*** Begin section ***
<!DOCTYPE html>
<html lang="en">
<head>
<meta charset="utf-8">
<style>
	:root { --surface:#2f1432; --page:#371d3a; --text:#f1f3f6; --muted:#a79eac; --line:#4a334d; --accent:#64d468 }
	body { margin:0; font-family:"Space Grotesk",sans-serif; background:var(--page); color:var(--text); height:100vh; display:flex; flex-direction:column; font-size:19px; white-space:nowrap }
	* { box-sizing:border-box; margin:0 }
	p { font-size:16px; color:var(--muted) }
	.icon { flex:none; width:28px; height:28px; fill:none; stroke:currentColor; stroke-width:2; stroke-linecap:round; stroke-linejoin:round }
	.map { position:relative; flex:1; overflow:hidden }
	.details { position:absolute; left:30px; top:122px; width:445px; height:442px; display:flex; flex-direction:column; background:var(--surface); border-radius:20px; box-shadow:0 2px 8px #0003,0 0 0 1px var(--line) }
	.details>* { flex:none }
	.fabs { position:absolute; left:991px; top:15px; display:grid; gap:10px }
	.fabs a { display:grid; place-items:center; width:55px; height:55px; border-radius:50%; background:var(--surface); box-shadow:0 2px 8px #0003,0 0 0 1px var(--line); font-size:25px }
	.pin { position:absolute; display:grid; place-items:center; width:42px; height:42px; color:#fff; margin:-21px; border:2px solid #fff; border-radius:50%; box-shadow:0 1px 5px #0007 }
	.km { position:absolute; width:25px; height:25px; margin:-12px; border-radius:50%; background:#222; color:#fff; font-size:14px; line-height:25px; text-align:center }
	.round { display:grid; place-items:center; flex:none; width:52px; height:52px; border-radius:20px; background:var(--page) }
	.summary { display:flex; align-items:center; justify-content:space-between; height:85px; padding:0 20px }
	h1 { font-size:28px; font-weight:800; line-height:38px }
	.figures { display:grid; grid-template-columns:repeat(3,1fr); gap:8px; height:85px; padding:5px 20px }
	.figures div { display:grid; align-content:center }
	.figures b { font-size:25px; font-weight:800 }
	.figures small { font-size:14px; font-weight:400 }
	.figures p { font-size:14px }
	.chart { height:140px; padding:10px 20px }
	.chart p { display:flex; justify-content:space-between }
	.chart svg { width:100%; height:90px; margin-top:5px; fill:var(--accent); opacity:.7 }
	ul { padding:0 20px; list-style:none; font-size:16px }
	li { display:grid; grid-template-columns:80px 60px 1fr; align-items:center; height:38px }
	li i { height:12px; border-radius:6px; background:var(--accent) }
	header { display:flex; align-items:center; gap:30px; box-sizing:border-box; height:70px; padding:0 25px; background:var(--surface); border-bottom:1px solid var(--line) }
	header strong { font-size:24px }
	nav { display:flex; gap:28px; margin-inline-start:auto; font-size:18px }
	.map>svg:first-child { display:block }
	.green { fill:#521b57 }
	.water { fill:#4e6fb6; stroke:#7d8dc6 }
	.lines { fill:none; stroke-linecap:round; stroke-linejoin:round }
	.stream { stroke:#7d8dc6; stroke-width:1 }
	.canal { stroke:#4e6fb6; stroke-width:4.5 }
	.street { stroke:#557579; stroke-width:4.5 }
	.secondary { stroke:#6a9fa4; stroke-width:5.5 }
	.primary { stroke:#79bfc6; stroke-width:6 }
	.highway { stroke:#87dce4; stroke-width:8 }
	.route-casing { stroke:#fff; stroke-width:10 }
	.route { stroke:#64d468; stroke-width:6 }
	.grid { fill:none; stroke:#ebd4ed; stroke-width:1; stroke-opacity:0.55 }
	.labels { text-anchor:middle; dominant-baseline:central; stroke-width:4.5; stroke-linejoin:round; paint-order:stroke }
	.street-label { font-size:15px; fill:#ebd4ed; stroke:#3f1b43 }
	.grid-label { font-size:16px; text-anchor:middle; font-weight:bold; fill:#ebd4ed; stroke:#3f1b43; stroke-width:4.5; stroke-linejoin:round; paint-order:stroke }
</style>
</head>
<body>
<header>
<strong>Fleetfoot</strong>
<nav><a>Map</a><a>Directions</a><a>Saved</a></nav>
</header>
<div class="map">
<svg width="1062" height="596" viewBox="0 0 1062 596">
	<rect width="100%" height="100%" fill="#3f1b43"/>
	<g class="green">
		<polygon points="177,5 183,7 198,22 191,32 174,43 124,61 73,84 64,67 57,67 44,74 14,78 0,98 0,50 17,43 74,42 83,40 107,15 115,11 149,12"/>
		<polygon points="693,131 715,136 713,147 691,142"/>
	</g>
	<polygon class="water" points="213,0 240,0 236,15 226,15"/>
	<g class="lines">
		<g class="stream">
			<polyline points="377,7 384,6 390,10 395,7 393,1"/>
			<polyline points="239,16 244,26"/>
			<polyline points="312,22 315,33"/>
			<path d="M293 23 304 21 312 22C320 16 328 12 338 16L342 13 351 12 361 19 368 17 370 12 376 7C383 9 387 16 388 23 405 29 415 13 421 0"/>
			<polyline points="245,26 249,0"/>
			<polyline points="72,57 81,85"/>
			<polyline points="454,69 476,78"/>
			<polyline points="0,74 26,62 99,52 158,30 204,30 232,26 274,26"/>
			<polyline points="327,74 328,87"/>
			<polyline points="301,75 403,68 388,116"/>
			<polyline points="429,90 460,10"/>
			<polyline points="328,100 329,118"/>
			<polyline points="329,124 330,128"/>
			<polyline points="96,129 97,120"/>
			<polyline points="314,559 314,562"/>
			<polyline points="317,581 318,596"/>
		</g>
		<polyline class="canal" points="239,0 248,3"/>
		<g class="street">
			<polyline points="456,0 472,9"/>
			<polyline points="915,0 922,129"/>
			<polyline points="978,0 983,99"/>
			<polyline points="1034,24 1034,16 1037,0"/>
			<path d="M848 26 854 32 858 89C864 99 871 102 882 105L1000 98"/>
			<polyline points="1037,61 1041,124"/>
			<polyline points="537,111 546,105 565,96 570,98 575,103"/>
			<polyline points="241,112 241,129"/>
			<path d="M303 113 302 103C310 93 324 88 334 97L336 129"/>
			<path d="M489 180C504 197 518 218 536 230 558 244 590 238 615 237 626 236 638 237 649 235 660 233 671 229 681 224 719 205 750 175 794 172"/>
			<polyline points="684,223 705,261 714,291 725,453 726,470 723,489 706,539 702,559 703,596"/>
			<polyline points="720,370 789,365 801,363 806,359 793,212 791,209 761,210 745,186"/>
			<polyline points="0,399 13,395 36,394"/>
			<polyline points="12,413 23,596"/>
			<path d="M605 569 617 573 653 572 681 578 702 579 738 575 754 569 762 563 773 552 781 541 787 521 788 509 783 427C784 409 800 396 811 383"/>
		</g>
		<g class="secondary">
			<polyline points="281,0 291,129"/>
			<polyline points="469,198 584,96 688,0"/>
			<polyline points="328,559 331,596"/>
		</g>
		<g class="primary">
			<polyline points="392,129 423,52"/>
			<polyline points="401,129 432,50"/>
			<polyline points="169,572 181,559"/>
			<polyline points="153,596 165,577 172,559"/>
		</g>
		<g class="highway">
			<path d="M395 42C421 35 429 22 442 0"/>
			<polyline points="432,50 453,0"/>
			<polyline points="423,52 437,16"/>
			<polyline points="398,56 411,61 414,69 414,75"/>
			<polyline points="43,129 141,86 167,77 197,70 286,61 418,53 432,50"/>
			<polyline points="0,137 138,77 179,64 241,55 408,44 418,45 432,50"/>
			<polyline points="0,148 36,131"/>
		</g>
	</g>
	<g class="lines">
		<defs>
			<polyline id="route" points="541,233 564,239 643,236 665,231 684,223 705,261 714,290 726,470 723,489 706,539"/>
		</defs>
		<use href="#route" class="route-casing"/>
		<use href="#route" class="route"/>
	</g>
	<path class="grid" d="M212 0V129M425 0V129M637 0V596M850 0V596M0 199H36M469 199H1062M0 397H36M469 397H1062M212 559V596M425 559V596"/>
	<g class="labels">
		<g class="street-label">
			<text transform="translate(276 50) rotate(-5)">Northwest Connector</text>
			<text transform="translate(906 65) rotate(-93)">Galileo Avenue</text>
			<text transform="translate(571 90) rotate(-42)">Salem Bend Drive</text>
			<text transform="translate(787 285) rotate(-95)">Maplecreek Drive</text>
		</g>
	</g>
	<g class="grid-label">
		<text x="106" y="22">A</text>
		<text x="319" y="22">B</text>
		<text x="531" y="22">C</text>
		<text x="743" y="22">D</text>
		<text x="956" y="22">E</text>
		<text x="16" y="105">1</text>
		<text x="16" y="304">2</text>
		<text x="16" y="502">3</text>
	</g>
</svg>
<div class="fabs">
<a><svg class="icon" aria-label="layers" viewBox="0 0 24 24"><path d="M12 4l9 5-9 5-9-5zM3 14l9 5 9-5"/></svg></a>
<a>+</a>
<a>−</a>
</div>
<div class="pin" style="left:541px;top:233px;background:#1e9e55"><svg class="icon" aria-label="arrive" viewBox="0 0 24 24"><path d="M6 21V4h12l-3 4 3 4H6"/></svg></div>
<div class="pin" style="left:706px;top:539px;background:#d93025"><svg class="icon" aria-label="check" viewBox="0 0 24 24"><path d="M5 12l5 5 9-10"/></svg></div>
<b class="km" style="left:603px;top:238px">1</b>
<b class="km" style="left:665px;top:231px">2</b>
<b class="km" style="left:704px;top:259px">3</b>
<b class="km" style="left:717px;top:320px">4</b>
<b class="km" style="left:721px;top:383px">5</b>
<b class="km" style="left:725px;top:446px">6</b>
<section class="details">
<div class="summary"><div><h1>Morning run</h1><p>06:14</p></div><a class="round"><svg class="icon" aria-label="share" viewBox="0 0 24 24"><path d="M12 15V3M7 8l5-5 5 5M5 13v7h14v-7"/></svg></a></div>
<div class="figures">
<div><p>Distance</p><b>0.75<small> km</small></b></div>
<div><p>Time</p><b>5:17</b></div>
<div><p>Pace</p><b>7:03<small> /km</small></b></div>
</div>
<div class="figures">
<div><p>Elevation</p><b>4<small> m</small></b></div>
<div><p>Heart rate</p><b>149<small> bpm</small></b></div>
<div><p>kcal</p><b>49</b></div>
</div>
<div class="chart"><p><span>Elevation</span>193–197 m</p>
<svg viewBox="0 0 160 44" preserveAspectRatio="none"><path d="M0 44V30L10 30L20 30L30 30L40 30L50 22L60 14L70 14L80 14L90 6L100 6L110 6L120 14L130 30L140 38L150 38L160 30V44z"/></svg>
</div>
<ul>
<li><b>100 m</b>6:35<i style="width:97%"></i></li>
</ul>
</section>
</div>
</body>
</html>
*** End section ***
*** Begin section ***
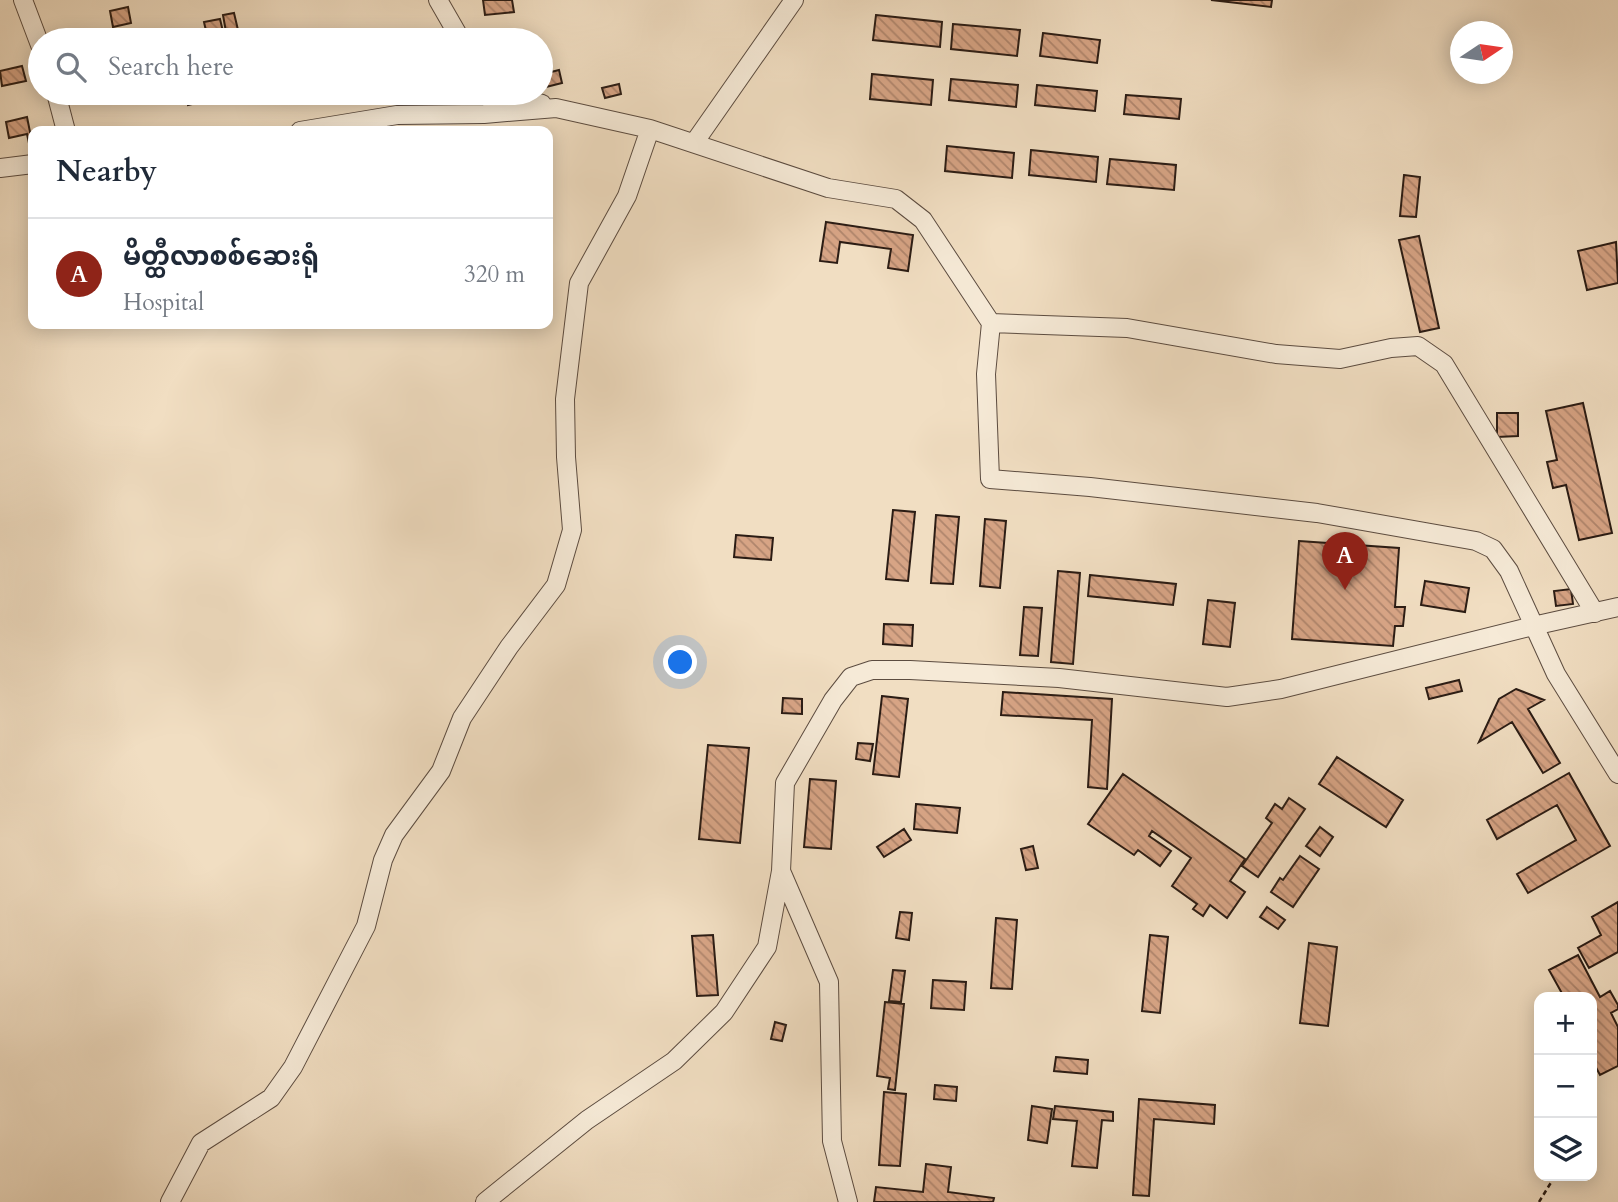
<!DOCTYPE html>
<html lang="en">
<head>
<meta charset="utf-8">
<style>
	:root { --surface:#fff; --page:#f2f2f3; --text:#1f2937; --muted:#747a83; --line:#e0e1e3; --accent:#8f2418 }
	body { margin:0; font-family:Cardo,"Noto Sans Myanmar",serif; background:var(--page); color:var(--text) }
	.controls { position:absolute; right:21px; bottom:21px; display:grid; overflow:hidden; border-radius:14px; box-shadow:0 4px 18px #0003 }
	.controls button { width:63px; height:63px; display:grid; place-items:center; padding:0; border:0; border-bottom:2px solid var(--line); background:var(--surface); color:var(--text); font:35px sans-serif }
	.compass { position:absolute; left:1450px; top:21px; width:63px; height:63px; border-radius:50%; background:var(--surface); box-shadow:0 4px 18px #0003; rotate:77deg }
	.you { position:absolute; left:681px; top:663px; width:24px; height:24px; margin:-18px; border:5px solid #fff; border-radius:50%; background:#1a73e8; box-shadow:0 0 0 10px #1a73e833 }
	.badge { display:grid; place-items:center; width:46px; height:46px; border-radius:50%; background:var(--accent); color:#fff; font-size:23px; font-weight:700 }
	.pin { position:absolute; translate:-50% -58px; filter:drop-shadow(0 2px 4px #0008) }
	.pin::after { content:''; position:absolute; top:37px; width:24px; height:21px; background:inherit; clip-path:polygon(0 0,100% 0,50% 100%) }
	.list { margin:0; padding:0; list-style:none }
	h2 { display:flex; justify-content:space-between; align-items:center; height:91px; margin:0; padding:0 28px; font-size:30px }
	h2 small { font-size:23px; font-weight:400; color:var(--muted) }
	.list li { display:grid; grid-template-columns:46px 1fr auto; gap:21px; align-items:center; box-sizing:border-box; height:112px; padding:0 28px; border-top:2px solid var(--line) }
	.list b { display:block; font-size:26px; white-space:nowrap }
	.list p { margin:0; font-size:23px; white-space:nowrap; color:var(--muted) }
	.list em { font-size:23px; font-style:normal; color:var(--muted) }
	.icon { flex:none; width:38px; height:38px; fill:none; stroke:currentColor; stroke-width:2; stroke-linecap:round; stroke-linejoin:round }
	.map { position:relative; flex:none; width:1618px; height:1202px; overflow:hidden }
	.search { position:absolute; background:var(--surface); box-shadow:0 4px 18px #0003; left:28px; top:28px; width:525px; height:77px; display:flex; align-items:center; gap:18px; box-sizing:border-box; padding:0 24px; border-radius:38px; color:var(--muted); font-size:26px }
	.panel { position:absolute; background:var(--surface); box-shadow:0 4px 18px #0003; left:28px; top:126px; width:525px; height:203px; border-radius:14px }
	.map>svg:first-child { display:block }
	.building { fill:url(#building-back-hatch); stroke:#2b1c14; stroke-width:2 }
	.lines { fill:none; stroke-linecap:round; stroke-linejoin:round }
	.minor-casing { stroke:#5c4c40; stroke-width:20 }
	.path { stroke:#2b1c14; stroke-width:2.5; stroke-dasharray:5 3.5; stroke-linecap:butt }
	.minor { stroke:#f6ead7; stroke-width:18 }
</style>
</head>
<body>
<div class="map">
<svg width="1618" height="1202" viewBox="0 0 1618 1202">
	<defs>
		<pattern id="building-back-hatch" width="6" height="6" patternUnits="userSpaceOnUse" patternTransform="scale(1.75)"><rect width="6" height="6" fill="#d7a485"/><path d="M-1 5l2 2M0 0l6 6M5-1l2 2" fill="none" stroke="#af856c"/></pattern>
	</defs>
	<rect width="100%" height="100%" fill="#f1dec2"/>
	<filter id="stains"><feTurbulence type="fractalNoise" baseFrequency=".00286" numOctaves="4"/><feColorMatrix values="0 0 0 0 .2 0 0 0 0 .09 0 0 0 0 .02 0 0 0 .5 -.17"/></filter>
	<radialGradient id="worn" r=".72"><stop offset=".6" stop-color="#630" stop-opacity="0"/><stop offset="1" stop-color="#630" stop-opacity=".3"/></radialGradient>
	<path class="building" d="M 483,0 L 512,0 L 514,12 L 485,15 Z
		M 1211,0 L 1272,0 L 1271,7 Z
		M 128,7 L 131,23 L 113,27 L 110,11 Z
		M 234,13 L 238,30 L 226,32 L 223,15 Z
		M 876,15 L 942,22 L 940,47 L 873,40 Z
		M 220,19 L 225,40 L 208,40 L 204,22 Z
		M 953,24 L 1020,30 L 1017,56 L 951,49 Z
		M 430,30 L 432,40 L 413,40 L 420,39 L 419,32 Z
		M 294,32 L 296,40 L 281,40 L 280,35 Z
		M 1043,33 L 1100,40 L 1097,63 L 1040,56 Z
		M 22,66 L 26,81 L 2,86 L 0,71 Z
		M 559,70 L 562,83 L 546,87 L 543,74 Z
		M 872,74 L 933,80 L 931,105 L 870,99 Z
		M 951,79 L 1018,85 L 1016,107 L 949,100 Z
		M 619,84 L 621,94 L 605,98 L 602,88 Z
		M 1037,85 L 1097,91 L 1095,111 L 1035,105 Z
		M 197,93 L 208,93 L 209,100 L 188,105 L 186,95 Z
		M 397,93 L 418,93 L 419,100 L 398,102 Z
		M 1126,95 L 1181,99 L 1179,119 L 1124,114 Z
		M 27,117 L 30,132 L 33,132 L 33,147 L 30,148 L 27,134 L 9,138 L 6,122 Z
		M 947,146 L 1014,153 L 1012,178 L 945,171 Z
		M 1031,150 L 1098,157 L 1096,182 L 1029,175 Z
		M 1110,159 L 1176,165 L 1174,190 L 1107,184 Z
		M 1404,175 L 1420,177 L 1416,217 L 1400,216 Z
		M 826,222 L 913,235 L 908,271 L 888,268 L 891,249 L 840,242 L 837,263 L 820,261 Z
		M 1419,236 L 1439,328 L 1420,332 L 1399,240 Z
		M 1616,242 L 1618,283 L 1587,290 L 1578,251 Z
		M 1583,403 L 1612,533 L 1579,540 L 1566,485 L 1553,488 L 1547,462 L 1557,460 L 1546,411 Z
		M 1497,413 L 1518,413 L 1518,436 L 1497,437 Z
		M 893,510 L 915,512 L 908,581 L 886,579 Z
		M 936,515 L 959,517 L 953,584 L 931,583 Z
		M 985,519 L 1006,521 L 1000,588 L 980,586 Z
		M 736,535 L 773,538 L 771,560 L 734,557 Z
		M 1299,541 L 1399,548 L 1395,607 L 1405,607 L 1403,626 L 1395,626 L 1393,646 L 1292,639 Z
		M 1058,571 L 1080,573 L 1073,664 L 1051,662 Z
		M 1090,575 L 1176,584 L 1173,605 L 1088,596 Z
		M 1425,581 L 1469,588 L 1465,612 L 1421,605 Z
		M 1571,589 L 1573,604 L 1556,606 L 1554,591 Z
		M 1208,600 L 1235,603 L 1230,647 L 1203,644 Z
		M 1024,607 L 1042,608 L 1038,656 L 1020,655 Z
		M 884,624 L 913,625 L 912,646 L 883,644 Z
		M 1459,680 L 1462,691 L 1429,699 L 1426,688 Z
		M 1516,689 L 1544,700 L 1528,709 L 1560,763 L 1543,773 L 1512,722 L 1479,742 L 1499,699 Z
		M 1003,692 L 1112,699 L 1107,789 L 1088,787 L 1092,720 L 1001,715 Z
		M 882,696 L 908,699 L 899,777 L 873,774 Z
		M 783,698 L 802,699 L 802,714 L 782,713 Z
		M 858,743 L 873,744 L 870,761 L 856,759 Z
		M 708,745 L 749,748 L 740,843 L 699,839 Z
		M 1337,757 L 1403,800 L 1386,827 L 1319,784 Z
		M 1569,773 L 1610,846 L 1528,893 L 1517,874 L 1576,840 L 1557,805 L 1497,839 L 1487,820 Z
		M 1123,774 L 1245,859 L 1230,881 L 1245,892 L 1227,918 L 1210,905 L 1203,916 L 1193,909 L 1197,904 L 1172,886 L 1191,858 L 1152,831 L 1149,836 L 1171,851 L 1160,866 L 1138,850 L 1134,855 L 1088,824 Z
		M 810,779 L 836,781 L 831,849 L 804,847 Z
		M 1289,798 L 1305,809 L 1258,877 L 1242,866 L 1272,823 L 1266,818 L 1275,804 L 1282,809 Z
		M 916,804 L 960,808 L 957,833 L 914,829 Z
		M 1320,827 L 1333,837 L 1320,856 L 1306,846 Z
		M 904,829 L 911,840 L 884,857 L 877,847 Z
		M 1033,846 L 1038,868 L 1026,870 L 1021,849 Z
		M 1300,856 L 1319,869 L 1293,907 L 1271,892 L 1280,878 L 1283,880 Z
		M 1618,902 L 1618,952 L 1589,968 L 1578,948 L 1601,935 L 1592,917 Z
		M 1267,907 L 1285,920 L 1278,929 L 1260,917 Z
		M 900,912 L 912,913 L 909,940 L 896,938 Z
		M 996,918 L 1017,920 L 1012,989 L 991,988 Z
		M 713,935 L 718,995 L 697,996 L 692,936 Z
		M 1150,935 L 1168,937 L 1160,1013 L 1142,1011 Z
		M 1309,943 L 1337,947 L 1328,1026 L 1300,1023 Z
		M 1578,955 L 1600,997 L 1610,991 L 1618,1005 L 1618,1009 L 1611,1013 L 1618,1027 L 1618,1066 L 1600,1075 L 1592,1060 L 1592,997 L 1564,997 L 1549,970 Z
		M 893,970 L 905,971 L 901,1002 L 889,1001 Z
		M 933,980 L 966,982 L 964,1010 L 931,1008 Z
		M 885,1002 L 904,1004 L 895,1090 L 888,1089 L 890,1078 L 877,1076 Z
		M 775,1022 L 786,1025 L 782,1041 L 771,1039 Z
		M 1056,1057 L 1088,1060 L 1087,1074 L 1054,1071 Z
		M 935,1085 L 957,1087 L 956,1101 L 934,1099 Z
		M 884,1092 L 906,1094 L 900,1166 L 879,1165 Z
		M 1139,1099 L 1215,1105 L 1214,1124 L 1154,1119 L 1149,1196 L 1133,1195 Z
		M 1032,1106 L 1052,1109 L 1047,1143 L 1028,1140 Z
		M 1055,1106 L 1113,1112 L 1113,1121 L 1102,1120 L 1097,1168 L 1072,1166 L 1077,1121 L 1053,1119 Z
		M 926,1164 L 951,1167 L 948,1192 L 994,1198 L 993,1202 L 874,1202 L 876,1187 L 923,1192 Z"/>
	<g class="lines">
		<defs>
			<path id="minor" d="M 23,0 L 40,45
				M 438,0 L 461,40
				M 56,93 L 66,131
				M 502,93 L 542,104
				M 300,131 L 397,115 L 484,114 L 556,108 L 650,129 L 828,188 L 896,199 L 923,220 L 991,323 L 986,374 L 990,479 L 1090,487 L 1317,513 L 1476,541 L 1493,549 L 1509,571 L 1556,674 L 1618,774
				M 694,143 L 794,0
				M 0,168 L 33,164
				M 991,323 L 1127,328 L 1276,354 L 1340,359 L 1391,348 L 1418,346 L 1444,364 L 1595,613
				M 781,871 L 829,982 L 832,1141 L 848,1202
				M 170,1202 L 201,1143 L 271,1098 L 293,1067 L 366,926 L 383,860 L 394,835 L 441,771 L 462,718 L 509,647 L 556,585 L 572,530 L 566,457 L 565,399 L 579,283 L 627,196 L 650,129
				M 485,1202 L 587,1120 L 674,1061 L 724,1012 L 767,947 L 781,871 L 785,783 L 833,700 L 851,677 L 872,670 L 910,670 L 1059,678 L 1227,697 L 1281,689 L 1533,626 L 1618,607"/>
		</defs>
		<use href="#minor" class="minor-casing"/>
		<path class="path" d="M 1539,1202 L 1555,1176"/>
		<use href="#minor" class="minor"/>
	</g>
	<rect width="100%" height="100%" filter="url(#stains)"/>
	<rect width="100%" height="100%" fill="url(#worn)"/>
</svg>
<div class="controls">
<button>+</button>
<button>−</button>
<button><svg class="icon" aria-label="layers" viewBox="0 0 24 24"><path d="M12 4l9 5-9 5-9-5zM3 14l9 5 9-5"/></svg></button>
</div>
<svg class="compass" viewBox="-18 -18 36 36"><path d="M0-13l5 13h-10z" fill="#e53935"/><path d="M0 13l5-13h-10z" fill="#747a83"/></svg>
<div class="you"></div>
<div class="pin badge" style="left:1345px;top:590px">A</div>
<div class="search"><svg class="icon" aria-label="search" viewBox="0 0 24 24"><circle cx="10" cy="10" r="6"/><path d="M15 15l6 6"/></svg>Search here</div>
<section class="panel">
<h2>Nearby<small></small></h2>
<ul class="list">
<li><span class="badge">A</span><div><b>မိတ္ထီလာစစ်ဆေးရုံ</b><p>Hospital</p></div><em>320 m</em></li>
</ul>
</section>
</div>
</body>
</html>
*** End section ***
(Work to be completed): Only the lines containing "fabs" are needed; pull them out of the listing.

(Expected answer):
	.fabs { position:absolute; left:991px; top:15px; display:grid; gap:10px }
	.fabs a { display:grid; place-items:center; width:55px; height:55px; border-radius:50%; background:var(--surface); box-shadow:0 2px 8px #0003,0 0 0 1px var(--line); font-size:25px }
<div class="fabs">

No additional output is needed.